- Opening Delimiter -

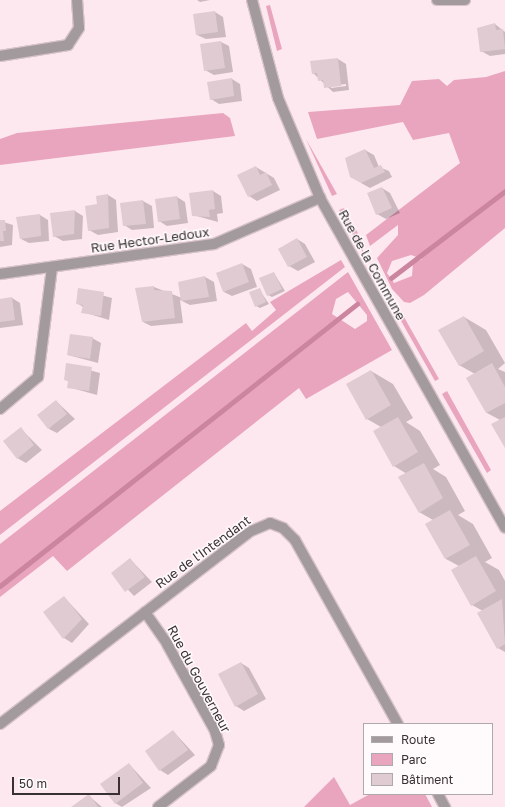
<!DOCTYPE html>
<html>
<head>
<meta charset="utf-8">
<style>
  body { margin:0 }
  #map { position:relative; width:505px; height:807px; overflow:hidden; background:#fee8ef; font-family:"Golos Text",sans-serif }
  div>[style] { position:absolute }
  .green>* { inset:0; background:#e9a5be }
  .shadow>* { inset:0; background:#0003 }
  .stream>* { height:4.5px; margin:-2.25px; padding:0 2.25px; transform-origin:2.25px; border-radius:2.25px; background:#cc859f }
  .building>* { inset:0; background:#e0cbd2 }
  .roads { filter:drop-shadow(1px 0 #d7c3c9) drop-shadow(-1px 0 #d7c3c9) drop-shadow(0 1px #d7c3c9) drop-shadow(0 -1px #d7c3c9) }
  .minor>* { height:10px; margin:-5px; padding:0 5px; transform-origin:5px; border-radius:5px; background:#a39a9d }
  span { translate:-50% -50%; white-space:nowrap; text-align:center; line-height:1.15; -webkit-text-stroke:3px #fffafc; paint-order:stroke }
  .street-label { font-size:13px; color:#393033 }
  .legend { position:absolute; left:363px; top:723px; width:130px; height:72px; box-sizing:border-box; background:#fffafc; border:1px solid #b0a9ac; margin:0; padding:5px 7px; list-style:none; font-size:12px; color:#393033 }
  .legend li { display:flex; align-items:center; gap:8px; height:20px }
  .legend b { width:20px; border:1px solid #b0a9ac }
  .scale { position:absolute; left:12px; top:777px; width:108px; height:18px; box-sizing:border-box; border:2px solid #393033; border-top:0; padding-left:5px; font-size:12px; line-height:14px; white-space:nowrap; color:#393033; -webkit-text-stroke:3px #fffafc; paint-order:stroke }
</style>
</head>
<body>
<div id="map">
  <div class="green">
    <i style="clip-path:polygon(270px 5px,282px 49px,277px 51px,266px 6px)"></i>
    <i style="clip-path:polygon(evenodd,505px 71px,505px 228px,424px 295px,410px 303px,404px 302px,392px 289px,377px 258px,398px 235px,398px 225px,370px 246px,366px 235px,460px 163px,449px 133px,413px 140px,403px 122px,317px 139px,308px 112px,400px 105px,412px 81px,439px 79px,447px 86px,454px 80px,486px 77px,505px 71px,411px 255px,422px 259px,413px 263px,412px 276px,394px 283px,387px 273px,392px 261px,411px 255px)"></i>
    <i style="clip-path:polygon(223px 113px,230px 118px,235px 136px,0 165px,0 139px,17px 133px)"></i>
    <i style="clip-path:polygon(306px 139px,337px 194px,332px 196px,316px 161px)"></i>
    <i style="clip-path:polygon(344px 208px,360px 237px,364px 255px,339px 210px)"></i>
    <i style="clip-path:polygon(341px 260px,345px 267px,0 535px,0 511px,246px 323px,252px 331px,276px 310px,270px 302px)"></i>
    <i style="clip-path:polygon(evenodd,348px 272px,392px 350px,306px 399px,299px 388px,67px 571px,53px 556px,0 597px,0 544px,348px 272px,348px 292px,367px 315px,367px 321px,355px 329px,332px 314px,336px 299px,348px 292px)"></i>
    <i style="clip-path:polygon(404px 317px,439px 379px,435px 381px,400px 319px)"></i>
    <i style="clip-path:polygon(447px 391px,491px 470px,487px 473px,442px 394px)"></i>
    <i style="clip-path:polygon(334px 777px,350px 805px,370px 794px,425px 794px,432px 807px,304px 807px)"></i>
  </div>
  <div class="shadow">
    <i style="clip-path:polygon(197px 0,210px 0,200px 2px)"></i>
    <i style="clip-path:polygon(215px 12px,223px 17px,226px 37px,206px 39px,197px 35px)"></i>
    <i style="clip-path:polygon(495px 24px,505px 32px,505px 54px,490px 56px,481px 51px)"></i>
    <i style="clip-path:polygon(221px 42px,229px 46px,233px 72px,214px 75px,205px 70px)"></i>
    <i style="clip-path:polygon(evenodd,338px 59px,346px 64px,349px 90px,333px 92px,313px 73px,338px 59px,346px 84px,346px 86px,331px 88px,331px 86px,346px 84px)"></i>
    <i style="clip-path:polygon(232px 79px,240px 84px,242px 101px,219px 104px,211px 99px)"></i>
    <i style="clip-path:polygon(365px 150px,374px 155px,379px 167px,389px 171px,392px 177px,370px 188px,361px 183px)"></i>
    <i style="clip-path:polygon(256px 167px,274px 178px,280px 190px,257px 201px,249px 196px)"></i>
    <i style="clip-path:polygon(382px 188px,390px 193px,400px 213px,386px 219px,377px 214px)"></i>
    <i style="clip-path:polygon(213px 191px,221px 196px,223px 213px,217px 214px,218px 222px,193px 215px)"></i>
    <i style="clip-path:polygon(108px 195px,116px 200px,118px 232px,98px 235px,89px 230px,98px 205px)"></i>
    <i style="clip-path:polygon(177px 197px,185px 202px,188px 223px,167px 226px,159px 221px)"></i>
    <i style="clip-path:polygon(143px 201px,152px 206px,154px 228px,132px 230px,124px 225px,121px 204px)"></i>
    <i style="clip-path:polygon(75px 211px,83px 216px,82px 239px,63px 241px,54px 236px)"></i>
    <i style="clip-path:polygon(40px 215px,48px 220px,49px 241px,29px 243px,21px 239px)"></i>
    <i style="clip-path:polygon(0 221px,13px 225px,12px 245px,0 247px)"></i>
    <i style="clip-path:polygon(297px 239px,305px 244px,315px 262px,298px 271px,289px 266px,279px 249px)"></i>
    <i style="clip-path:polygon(242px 264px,251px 269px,257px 287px,232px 296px,224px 292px)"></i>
    <i style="clip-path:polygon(274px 273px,285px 291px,272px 297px,268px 295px)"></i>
    <i style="clip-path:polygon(205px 277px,214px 282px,217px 301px,190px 305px,180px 300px,183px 323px,151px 326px,143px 322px,136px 289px,154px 287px,182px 298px,179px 283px)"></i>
    <i style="clip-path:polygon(79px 289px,112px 298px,109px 320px,83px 312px,83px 307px,77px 303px)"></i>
    <i style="clip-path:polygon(259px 289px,269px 304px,260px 308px,256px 306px)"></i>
    <i style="clip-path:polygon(12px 298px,20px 303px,23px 325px,0 328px,0 300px)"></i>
    <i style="clip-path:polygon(464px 317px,486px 330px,505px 363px,498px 369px,505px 372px,505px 446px,500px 420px,487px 413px,467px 378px,475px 374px,459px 365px)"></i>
    <i style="clip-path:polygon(92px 338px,101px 343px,98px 363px,68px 355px)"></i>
    <i style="clip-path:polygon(67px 364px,100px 373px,97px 395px,68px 387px,69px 382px,65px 379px)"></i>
    <i style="clip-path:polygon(371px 371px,393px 384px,413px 418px,406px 422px,420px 431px,440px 465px,433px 469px,446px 477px,465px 511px,458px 515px,473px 524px,492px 558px,485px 562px,499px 570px,505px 581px,505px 652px,498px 648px,483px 611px,472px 605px,459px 566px,446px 559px,426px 524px,433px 520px,419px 512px,407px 474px,394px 466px,381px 427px,367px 419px)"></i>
    <i style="clip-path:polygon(56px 401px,75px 419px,57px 433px,49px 429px)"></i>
    <i style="clip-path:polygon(21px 429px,42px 450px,26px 463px,17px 458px)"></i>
    <i style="clip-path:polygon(130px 559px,152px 582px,134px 596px,112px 573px)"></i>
    <i style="clip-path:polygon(64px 597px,89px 624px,72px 643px,64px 638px)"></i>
    <i style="clip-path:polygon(241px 663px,249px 668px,266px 699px,244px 711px,236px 706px)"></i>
    <i style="clip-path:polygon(173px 731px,195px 755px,168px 775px,160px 770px)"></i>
    <i style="clip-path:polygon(129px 764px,151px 788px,122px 807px,115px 803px)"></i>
    <i style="clip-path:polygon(89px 796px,102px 807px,73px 807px)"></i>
  </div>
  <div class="stream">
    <i style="left:391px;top:278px;width:143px;rotate:-37.3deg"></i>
    <i style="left:0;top:586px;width:455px;rotate:-38.3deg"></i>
  </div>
  <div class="building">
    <i style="clip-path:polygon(215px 11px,218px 32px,196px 35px,193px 14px)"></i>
    <i style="clip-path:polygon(495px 23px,496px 30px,503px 29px,505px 49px,480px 52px,477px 28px)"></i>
    <i style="clip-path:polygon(221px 41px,225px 68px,204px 71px,200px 44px)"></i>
    <i style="clip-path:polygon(338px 58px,341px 86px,324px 88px,323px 80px,318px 81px,317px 73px,312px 74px,310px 61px)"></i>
    <i style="clip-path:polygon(232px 78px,234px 96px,210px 100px,207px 82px)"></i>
    <i style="clip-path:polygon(365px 149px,374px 168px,381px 165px,385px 172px,361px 183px,350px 177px,345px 158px)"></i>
    <i style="clip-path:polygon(256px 166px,260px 175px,266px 172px,272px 185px,248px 197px,237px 175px)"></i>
    <i style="clip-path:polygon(382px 187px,392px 208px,376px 215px,367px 193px)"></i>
    <i style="clip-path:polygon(213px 190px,215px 209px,209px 210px,210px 217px,192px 216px,189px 193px)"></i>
    <i style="clip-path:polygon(108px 194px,109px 228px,88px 231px,85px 206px,97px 204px,96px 196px)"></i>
    <i style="clip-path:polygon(177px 196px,180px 219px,158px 222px,155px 199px)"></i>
    <i style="clip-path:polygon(143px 200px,146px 224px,123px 226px,120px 203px)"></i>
    <i style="clip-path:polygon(75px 210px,74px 234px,53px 237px,50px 213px)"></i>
    <i style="clip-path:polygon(40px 214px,41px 236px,20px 239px,16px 217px)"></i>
    <i style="clip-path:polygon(0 220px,5px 220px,6px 231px,3px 231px,4px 241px,0 241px)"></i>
    <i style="clip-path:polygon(297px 238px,307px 257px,288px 267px,278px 249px)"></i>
    <i style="clip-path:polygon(242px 263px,249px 282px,223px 292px,216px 273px)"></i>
    <i style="clip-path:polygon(274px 272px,282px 289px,267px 296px,259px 278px)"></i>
    <i style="clip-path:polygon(205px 276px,209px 297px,181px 301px,178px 282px)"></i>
    <i style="clip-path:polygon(154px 286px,154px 290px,172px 291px,175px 318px,142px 322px,135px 288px)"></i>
    <i style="clip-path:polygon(78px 288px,104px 292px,101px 316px,81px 313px,83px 305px,76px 304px)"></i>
    <i style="clip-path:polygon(260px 288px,266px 302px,255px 307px,249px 292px)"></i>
    <i style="clip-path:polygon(12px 297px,15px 320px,0 322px,0 299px)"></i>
    <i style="clip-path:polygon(464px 316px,484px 351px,459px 366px,438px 330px)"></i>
    <i style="clip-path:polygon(70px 334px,93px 337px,90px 359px,67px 355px)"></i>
    <i style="clip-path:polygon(66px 363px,92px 367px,89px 391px,67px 388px,68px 381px,64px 380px)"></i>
    <i style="clip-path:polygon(492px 363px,505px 387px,505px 403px,486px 413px,466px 378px)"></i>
    <i style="clip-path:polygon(371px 370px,391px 405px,366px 420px,346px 384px)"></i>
    <i style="clip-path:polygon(56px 400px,67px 414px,48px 429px,37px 415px)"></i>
    <i style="clip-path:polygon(398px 417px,418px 452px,393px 467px,373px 431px)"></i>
    <i style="clip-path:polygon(505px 417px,505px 448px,491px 424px)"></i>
    <i style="clip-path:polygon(21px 427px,34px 445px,17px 459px,3px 441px)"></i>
    <i style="clip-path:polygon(424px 463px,443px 498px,419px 513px,398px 477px)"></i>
    <i style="clip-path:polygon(450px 510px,470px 545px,445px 559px,425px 524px)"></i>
    <i style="clip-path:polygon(476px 556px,496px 591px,471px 606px,451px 570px)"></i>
    <i style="clip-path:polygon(130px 558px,145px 577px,125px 592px,111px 573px)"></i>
    <i style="clip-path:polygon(64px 596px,82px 619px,63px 639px,43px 612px)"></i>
    <i style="clip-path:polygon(502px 599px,505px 644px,497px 649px,477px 613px)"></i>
    <i style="clip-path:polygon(241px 662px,258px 694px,235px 707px,218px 674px)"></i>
    <i style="clip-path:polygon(173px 730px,188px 750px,159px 771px,145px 751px)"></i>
    <i style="clip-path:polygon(129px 763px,143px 783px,115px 804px,100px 784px)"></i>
    <i style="clip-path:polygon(89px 794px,98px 807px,71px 807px)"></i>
  </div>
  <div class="roads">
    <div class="minor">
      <i style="left:252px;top:0;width:101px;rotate:75.1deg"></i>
      <i style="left:278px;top:98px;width:108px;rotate:67.2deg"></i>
      <i style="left:320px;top:198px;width:378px;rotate:60.7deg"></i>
      <i style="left:437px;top:0;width:28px"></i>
      <i style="left:0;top:56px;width:69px;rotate:-9.2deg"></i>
      <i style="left:68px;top:45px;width:20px;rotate:-57deg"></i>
      <i style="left:79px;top:28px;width:28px;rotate:-94deg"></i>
      <i style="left:0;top:274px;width:216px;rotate:-8deg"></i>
      <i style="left:214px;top:244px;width:116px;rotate:-23.5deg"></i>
      <i style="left:0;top:409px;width:50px;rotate:-40.1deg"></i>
      <i style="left:38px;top:377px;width:111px;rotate:-82.7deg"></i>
      <i style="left:145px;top:612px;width:39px;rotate:55deg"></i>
      <i style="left:167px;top:644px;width:99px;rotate:61.1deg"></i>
      <i style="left:215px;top:731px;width:15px;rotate:74deg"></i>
      <i style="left:219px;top:745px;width:22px;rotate:111deg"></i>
      <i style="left:211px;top:766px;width:67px;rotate:142.3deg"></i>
      <i style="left:0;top:724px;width:314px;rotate:-37.6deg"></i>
      <i style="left:249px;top:532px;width:23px;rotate:-23deg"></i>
      <i style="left:270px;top:523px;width:14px;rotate:21deg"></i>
      <i style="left:283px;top:528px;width:17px;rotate:45deg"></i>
      <i style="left:295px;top:540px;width:211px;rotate:60.8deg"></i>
      <i style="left:438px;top:794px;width:15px;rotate:62deg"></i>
    </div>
  </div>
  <div class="street-label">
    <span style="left:150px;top:240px;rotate:-8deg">Rue Hector-Ledoux</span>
    <span style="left:372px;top:265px;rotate:61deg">Rue de la Commune</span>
    <span style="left:203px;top:552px;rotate:-36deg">Rue de l'Intendant</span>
    <span style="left:199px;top:679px;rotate:62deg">Rue du Gouverneur</span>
  </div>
  <ul class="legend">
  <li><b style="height:5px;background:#a39a9d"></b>Route</li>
  <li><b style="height:11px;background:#e9a5be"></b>Parc</li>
  <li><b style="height:11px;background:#e0cbd2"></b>Bâtiment</li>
  </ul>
  <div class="scale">50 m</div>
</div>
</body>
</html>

- Closing Delimiter -

▸ Goal of the exercise: Among the lines above, which hold the word "stream"? Report each one.

▸ Worked solution:
  .stream>* { height:4.5px; margin:-2.25px; padding:0 2.25px; transform-origin:2.25px; border-radius:2.25px; background:#cc859f }
  <div class="stream">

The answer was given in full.